6Conclusion : l’auteur mobilise une information riche et abondante pour situer l’influence économique croissante de l’État dans les pays de l’OCDE à partir de la fin de la Seconde Guerre mondiale. Globalement, de 1945 jusqu’au milieu des années 1990, la part de l’État augmente et se stabilise ensuite. Ce constat prouve l’importance de l’État dans les sociétés néolibérales : « Le néolibéralisme n’a pas tout emporté. » [p. 115] En revanche, même si le néolibéralisme n’a pas emporté l’État, nos sociétés ont profondément changé depuis trois décennies. La concurrence, comme mode de coordination des agents, s’est généralisée, elle s’applique aussi bien à la sphère privée que publique. L’actionnariat se développe et la part des dividendes par rapport à la valeur ajoutée augmente. En revanche, toujours par rapport à la valeur ajoutée, les investissements et la part des salaires diminuent. Les faits circonstanciés présentés par Ramaux illustrent clairement l’importance économique de l’État contemporain, même si, par rapport aux Trente Glorieuses, ses actions et ses priorités ont muté. Les politiques fondées sur la demande et la lutte contre les inégalités disparaissent au profit de politiques de l’offre associées à la mise en place d’une architecture institutionnelle favorable aux mécanismes de concurrence.

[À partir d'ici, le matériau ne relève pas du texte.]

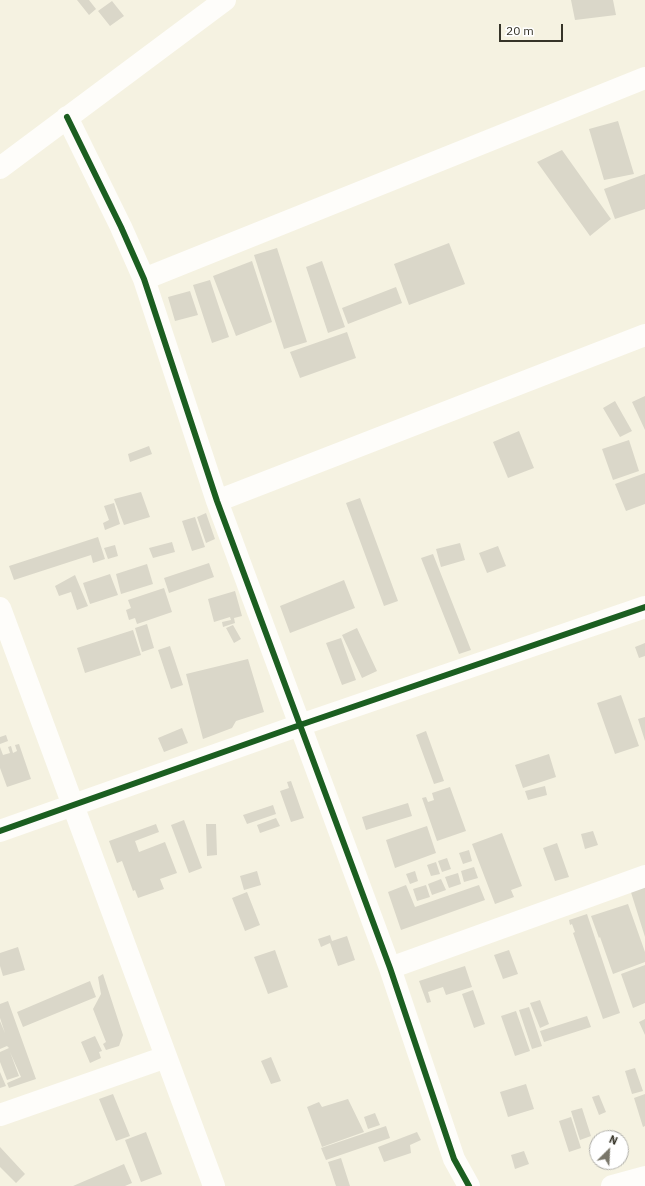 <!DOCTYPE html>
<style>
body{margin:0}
#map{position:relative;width:645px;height:1186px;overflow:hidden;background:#f5f2e1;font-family:"IBM Plex Sans",sans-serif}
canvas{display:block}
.north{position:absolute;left:589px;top:1130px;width:40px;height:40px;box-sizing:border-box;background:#fff;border:1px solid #afaea9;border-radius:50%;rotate:24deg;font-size:11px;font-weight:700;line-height:16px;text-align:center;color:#363428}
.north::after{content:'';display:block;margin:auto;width:14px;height:18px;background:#797669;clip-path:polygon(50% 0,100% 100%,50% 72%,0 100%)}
.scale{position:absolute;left:499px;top:24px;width:64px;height:18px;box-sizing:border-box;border:2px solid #363428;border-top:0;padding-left:5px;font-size:12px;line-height:14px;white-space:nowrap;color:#363428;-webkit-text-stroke:3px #fff;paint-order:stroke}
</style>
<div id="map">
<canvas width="645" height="1186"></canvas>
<div class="north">N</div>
<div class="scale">20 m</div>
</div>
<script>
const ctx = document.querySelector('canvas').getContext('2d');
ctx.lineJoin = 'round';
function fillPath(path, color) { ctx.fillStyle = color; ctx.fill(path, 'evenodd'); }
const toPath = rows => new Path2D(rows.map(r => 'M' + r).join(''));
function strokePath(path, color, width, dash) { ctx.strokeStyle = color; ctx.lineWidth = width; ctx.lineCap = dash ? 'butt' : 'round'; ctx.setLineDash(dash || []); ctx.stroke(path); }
const building = toPath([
 [77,0,89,0,96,9,89,15],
 [571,0,613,0,616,15,575,20],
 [112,1,124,16,110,26,98,11],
 [618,121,634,174,604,180,589,129],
 [562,150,611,219,590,236,537,162],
 [645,174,645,209,615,219,604,189],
 [449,243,465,284,409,305,394,264],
 [277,248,307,342,284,349,254,255],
 [252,261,272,322,236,336,213,276],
 [322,261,345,327,328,333,306,267],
 [210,280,229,337,212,343,193,285],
 [396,287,402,303,348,324,342,308],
 [190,291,198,315,175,321,168,297],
 [347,332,356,358,300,378,290,352],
 [645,396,645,430,632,402],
 [615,401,632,431,620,437,603,408],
 [519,431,534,468,508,478,493,442],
 [629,440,639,471,613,480,602,449],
 [149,446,152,454,130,462,128,454],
 [645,473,645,504,626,511,615,484],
 [141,492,150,517,124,525,114,499],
 [360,498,398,601,384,606,346,503],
 [114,503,120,524,105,530,103,523,109,520,104,506],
 [206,513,215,539,206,543,197,517],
 [195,517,205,547,192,551,182,521],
 [98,537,105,559,93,563,91,555,14,580,9,566],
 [172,542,175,552,153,558,149,548],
 [460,543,465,560,441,567,436,549],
 [115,545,118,556,108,559,104,548],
 [498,546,506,566,487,573,479,553],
 [433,554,471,650,459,654,421,558],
 [209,563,214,577,169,593,164,578],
 [147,564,153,584,121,594,116,574],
 [110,574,118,595,90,604,83,583],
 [75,575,88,606,77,610,71,592,59,596,55,586],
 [344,580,355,608,290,633,280,606],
 [164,588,172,612,137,624,135,618,129,620,126,610,131,608,128,600],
 [235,591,242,616,234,618,235,623,223,627,222,622,231,620,230,617,214,622,208,599],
 [147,624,154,648,142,652,135,628],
 [233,625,241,639,234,643,226,628],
 [357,628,377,671,362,678,342,635],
 [133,630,141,655,85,673,77,648],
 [341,638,356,680,342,685,326,643],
 [645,643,645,656,639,658,635,647],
 [170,646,183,685,171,689,158,650],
 [248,659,264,712,236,721,232,728,203,739,186,674],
 [621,695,639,746,615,754,597,703],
 [645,717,645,741,638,719],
 [182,728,188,743,164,752,158,738],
 [426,731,444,781,434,784,416,735],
 [6,735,8,741,0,744,0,737],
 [19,744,31,779,7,787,0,768,0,747,3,755,10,753,8,747,11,746,13,753,17,751,15,745],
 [549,754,556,777,523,788,515,765],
 [291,781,304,818,291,822,280,791,289,788,287,782],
 [545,786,547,795,528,800,525,791],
 [450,787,466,831,437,841,422,798,426,797,428,802,434,800,432,793],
 [408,803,412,816,366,830,362,817],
 [273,805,276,814,247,824,243,815],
 [276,818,280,826,260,833,257,825],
 [184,820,202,868,189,873,171,825],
 [156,824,159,832,135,841,139,852,165,842,177,873,160,879,164,889,138,898,135,890,133,891,122,861,117,863,109,841],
 [206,824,216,824,217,855,207,856],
 [427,826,436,853,395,868,386,840],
 [593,831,598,845,585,849,581,834],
 [502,833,522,886,511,890,514,897,495,904,472,844],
 [557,843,569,877,555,881,543,848],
 [469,850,472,861,463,864,459,853],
 [447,858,451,869,442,872,438,861],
 [436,862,440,874,431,876,427,865],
 [474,867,478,878,464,882,461,871],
 [257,871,261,885,244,890,240,876],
 [415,871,418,881,410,884,406,874],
 [458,873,461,884,449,888,445,877],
 [441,879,446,890,432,895,428,884],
 [645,881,645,937,629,886],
 [406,885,415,907,479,885,485,900,401,930,388,892],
 [426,885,430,897,417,901,413,889],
 [247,892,260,925,245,931,232,898],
 [628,904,645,952,645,962,613,974,600,937,599,938,591,916],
 [587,914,620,1013,603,1019,573,933,575,932,572,924,570,925,569,920],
 [330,935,332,941,347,936,355,960,338,966,330,943,321,947,318,939],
 [18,947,25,970,3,976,0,966,0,953],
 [275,950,288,987,268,994,254,957],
 [509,950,518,974,503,979,494,955],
 [645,965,645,1003,633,1008,621,974],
 [465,966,472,987,446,995,443,987,428,992,431,1002,427,1003,419,981],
 [103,974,123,1035,119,1046,106,1050,103,1044,106,1042,93,1009,101,994,98,977],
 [90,981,96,997,23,1027,17,1012],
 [473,990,485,1024,474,1028,462,994],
 [540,1000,549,1024,540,1028,530,1003],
 [8,1001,36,1079,9,1088,7,1083,21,1077,10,1052,19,1076,7,1080,0,1062,0,1052,9,1048,7,1046,0,1049,0,1021,5,1033,0,1018,0,1004],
 [529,1007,542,1046,532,1049,519,1010],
 [516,1011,530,1051,515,1056,501,1016],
 [587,1016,591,1027,544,1042,540,1031],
 [645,1019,645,1035,639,1022],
 [95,1036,102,1051,99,1052,101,1058,90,1063,81,1042],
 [271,1057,281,1081,271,1084,261,1061],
 [635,1068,643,1091,632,1094,625,1071],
 [0,1072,6,1086,0,1088],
 [526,1084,534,1109,508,1117,500,1092],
 [113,1094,130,1136,116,1141,99,1099],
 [645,1094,645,1126,643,1127,634,1098],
 [599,1095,606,1112,599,1115,592,1097],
 [348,1099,364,1132,322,1147,307,1107,319,1102,322,1107],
 [582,1108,591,1136,580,1140,571,1111],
 [375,1113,380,1125,368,1129,364,1117],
 [571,1117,581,1148,569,1152,559,1121],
 [386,1126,390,1138,326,1160,321,1148],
 [146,1132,162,1174,141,1182,125,1140],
 [417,1132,421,1140,410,1145,411,1153,384,1162,378,1147],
 [0,1147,25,1174,16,1183,0,1167],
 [524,1151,529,1164,515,1169,511,1155],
 [341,1158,350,1186,336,1186,328,1162],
 [124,1164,132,1183,125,1186,73,1186]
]);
const minor = toPath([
 [67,117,121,227,144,279,217,501,390,968,454,1159,469,1186],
 [0,168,225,0],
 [144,279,645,78],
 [217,501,645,335],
 [0,608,214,1186],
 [0,831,300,725,645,607],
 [390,968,645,876],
 [0,1115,166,1057],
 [612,1186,645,1177]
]);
const cycleway = toPath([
 [67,117,121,227,144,279,217,501,390,968,454,1159,469,1186],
 [0,831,300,725,645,607]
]);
fillPath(building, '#dad7c9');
strokePath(minor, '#fefdfa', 22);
strokePath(cycleway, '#1b5e20', 6);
</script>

7– La troisième partie analyse différents mouvements théoriques pour justifier la nécessité de penser une théorie de l’État social. Pour Ramaux, l’essentiel des théories économiques ne disposent pas d’une théorie « autonome » et, à ce titre, la pensée néoclassique est certainement la plus caricaturale. Pour l’analyse néoclassique, l’économie possède ses propres lois. Elles déterminent le fonctionnement d’un ensemble de marchés concurrentiels et coordonnent les préférences d’individus autonomes. Absent du modèle séminal, l’État est même néfaste dans la mesure où il perturbe lesdites lois. Certes les néokeynésiens mâtinent le modèle et, selon eux, l’État corrigerait les dysfonctionnements de l’autorégulation marchande. Quoi qu’il en soit, l’État n’a pas réellement de place et reste fondamentalement impensé. Le rôle central attribué à la dynamique du capital dans l’analyse marxienne ne permet pas non plus de penser l’État social. Certes, l’État joue un rôle essentiel, mais il n’enclenche pas la dynamique en question, il la sert. Avec des nuances, Ramaux fait le même type de reproche à l’école française de la Régulation, même si elle porte des germes de salut, et les seuls courants théoriques ayant des principes féconds pour penser l’État social seraient keynésien et post-keynésien. Pour ces derniers, « le marché, la concurrence, le capital lui-même a des vertus […], mais ils ne peuvent pas tout faire, on ne peut tout leur confier, leur champ de compétences est limité » [p. 190]. L’État dispose alors du champ de compétence qui boucle le système pour atteindre le plein emploi.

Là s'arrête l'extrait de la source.